* **WHAT IS EXPECTED**
Please return the lines below verbatim, beginning at the one that has "M39 728V845H38L17 732Z" and stopping after the one that has "M1234 370 1269", and add no other lines.
[Opening SUPPLIED INFORMATION section]
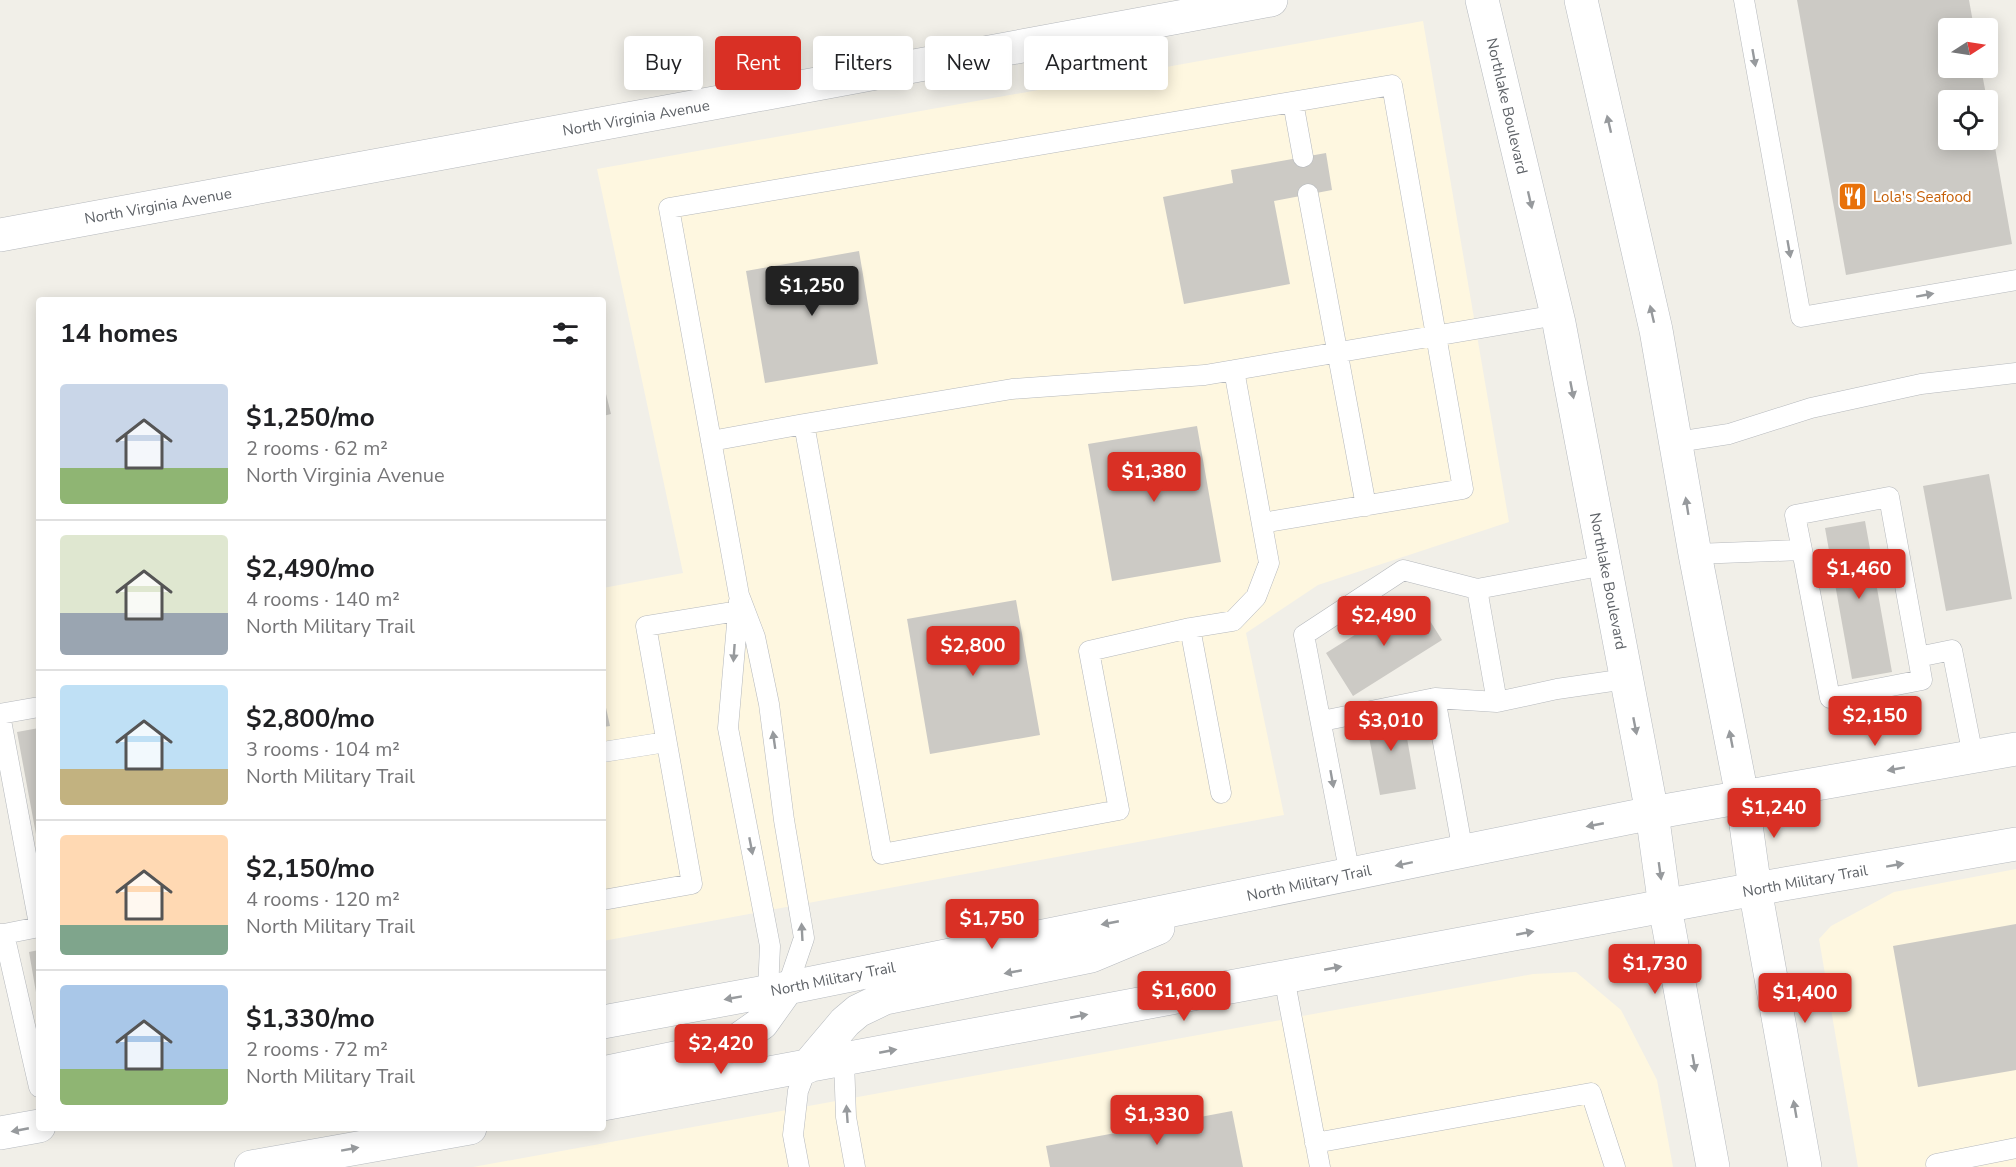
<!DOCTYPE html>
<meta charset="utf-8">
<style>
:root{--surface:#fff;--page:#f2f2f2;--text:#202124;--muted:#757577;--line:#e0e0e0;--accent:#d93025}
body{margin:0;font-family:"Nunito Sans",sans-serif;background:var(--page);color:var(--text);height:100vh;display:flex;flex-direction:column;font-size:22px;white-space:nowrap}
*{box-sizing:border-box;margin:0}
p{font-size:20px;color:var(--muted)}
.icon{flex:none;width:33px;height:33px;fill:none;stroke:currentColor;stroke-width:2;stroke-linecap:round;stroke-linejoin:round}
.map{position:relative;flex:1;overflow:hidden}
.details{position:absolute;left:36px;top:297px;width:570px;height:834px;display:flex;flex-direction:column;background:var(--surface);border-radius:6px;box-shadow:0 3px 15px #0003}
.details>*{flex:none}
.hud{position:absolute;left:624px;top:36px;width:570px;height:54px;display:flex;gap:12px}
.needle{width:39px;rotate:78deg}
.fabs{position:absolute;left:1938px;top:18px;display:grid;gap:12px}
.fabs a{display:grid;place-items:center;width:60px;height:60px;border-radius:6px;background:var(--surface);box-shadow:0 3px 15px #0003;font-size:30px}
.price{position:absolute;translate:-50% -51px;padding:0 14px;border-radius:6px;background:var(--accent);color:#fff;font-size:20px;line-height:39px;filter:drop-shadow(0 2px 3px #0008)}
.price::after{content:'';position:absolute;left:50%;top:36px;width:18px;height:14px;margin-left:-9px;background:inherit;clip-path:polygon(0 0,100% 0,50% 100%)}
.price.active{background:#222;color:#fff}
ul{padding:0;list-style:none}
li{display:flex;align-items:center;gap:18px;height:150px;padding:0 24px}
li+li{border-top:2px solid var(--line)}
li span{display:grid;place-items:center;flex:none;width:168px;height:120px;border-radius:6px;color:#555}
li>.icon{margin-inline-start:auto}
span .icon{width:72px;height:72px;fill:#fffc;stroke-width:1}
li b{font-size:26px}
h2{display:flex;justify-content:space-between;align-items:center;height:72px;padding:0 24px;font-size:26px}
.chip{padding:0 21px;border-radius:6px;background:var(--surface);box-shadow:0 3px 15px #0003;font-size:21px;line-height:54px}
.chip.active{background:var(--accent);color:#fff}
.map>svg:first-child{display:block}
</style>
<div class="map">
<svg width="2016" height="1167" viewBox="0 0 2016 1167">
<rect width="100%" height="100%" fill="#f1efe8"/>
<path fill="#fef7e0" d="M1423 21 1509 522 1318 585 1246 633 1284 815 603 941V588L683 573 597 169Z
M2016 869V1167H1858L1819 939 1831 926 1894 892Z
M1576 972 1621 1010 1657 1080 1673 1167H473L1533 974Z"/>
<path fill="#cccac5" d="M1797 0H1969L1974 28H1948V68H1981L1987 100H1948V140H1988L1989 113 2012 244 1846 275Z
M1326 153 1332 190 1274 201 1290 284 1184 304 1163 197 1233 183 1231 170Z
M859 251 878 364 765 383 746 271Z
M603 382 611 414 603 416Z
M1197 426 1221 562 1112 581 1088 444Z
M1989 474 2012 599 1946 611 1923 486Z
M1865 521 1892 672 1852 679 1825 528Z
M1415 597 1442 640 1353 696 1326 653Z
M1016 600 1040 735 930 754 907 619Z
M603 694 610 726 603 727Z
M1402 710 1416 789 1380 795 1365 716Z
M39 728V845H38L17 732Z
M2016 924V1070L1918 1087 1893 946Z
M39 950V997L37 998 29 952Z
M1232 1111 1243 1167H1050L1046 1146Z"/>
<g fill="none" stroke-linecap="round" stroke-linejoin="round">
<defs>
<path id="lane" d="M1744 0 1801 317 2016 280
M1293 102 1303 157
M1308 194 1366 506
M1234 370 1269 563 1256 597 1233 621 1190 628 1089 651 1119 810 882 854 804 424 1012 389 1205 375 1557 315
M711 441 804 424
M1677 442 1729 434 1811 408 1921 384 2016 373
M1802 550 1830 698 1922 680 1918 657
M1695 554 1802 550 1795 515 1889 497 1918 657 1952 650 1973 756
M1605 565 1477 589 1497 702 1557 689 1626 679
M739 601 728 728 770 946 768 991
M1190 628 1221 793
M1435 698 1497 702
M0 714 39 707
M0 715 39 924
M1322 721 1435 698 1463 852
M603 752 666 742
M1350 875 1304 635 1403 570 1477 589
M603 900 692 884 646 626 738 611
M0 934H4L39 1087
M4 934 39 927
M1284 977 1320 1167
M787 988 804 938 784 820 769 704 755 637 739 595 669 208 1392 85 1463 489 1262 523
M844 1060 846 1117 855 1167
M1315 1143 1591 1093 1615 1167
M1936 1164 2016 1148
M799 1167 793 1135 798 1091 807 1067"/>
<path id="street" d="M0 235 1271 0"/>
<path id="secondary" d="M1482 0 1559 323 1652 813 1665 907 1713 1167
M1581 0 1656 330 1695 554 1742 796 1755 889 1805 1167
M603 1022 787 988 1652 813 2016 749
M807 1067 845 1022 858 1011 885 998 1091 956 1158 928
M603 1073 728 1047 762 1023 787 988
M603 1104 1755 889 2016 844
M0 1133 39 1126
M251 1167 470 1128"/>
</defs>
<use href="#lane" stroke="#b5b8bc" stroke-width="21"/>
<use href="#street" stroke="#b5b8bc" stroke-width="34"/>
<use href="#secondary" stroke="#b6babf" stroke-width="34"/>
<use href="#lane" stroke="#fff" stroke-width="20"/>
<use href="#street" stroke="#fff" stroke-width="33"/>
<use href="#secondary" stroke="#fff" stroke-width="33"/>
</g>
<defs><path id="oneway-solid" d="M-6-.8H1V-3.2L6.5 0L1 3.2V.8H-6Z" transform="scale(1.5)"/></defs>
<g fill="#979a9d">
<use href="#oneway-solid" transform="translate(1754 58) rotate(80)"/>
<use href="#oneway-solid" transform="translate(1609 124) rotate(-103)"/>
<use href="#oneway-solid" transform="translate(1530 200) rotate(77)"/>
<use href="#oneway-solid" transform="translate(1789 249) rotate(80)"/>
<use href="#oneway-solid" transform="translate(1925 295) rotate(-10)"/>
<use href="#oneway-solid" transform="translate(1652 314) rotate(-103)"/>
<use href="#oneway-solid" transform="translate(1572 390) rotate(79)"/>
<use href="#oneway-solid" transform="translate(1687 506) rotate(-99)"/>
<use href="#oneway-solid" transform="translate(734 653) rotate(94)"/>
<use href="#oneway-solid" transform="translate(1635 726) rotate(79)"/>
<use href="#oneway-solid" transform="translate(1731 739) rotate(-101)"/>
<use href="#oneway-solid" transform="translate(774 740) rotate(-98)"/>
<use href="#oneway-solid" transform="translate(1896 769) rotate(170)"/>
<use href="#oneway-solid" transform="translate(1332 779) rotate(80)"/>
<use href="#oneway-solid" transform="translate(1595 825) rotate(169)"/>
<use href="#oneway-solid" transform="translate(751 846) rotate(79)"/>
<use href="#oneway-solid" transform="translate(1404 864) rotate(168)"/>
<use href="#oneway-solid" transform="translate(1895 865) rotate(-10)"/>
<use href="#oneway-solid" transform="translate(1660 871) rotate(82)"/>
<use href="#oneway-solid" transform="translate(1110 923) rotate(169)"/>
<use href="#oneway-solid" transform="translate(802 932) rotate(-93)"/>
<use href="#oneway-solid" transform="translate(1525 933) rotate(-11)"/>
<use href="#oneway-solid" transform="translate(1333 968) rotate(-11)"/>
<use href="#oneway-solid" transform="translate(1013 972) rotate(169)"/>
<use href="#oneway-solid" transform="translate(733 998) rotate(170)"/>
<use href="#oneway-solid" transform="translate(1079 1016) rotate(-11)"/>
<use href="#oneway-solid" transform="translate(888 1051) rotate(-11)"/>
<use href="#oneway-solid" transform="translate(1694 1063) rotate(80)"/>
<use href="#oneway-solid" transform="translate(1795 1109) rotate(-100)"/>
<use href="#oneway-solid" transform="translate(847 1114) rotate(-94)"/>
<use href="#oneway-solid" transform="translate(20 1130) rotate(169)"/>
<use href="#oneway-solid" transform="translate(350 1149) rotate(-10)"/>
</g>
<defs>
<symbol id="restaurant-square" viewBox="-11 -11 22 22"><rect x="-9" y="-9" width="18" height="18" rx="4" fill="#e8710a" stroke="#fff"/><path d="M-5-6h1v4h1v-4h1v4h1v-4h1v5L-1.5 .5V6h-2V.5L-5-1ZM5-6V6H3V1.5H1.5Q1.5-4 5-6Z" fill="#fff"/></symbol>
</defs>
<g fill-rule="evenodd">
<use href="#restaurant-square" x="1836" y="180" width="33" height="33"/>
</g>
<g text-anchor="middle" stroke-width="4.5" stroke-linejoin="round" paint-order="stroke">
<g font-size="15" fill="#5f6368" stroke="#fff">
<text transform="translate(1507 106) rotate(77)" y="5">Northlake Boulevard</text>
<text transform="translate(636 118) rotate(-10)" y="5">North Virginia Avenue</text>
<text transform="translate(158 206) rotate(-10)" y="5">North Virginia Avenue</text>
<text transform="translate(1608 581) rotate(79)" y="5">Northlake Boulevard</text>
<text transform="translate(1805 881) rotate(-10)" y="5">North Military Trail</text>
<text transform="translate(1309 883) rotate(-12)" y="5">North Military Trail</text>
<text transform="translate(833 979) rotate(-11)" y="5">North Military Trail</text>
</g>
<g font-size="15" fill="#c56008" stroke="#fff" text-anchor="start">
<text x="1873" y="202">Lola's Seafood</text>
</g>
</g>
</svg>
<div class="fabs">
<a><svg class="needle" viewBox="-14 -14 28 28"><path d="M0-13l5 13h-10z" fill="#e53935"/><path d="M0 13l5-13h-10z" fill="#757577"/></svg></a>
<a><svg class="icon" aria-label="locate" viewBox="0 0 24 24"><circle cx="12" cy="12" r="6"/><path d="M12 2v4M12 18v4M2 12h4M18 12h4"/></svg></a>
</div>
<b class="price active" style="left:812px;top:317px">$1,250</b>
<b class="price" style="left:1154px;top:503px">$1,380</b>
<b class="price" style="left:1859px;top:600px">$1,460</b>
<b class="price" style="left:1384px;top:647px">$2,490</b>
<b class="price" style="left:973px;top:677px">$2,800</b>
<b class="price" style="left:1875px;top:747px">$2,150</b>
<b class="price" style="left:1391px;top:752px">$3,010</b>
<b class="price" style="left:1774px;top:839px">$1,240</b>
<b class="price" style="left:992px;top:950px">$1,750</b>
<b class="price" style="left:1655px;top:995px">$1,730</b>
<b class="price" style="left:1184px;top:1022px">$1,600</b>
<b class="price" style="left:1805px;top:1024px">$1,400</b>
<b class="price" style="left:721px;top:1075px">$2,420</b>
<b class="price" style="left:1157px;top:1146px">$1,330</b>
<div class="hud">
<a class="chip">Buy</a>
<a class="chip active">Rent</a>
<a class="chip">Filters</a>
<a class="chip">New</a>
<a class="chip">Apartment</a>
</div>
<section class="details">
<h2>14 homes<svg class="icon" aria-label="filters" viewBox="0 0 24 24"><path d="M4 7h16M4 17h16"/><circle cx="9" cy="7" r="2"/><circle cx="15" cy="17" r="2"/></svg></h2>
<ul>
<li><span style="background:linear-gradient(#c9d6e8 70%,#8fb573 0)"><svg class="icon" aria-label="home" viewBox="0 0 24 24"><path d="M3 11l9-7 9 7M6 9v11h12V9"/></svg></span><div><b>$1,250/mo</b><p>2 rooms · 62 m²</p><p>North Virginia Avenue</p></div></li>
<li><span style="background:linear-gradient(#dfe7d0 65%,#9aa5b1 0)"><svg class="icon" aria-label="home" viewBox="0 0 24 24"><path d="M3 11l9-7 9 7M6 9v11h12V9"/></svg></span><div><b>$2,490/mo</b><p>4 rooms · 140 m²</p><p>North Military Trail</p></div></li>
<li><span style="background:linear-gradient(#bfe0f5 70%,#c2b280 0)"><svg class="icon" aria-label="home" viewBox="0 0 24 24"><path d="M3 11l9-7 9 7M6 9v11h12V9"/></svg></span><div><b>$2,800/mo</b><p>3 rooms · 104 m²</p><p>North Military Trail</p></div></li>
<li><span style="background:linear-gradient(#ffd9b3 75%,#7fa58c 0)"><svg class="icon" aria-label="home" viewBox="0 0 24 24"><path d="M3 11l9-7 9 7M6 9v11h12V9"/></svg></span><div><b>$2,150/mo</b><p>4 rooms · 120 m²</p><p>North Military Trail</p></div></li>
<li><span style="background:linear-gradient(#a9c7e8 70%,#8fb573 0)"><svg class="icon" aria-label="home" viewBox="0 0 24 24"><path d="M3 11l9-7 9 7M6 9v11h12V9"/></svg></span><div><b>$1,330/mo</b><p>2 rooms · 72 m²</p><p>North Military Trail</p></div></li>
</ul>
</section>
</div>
[Closing SUPPLIED INFORMATION section]
* **ANSWER BOX**
M39 728V845H38L17 732Z
M2016 924V1070L1918 1087 1893 946Z
M39 950V997L37 998 29 952Z
M1232 1111 1243 1167H1050L1046 1146Z"/>
<g fill="none" stroke-linecap="round" stroke-linejoin="round">
<defs>
<path id="lane" d="M1744 0 1801 317 2016 280
M1293 102 1303 157
M1308 194 1366 506
M1234 370 1269 563 1256 597 1233 621 1190 628 1089 651 1119 810 882 854 804 424 1012 389 1205 375 1557 315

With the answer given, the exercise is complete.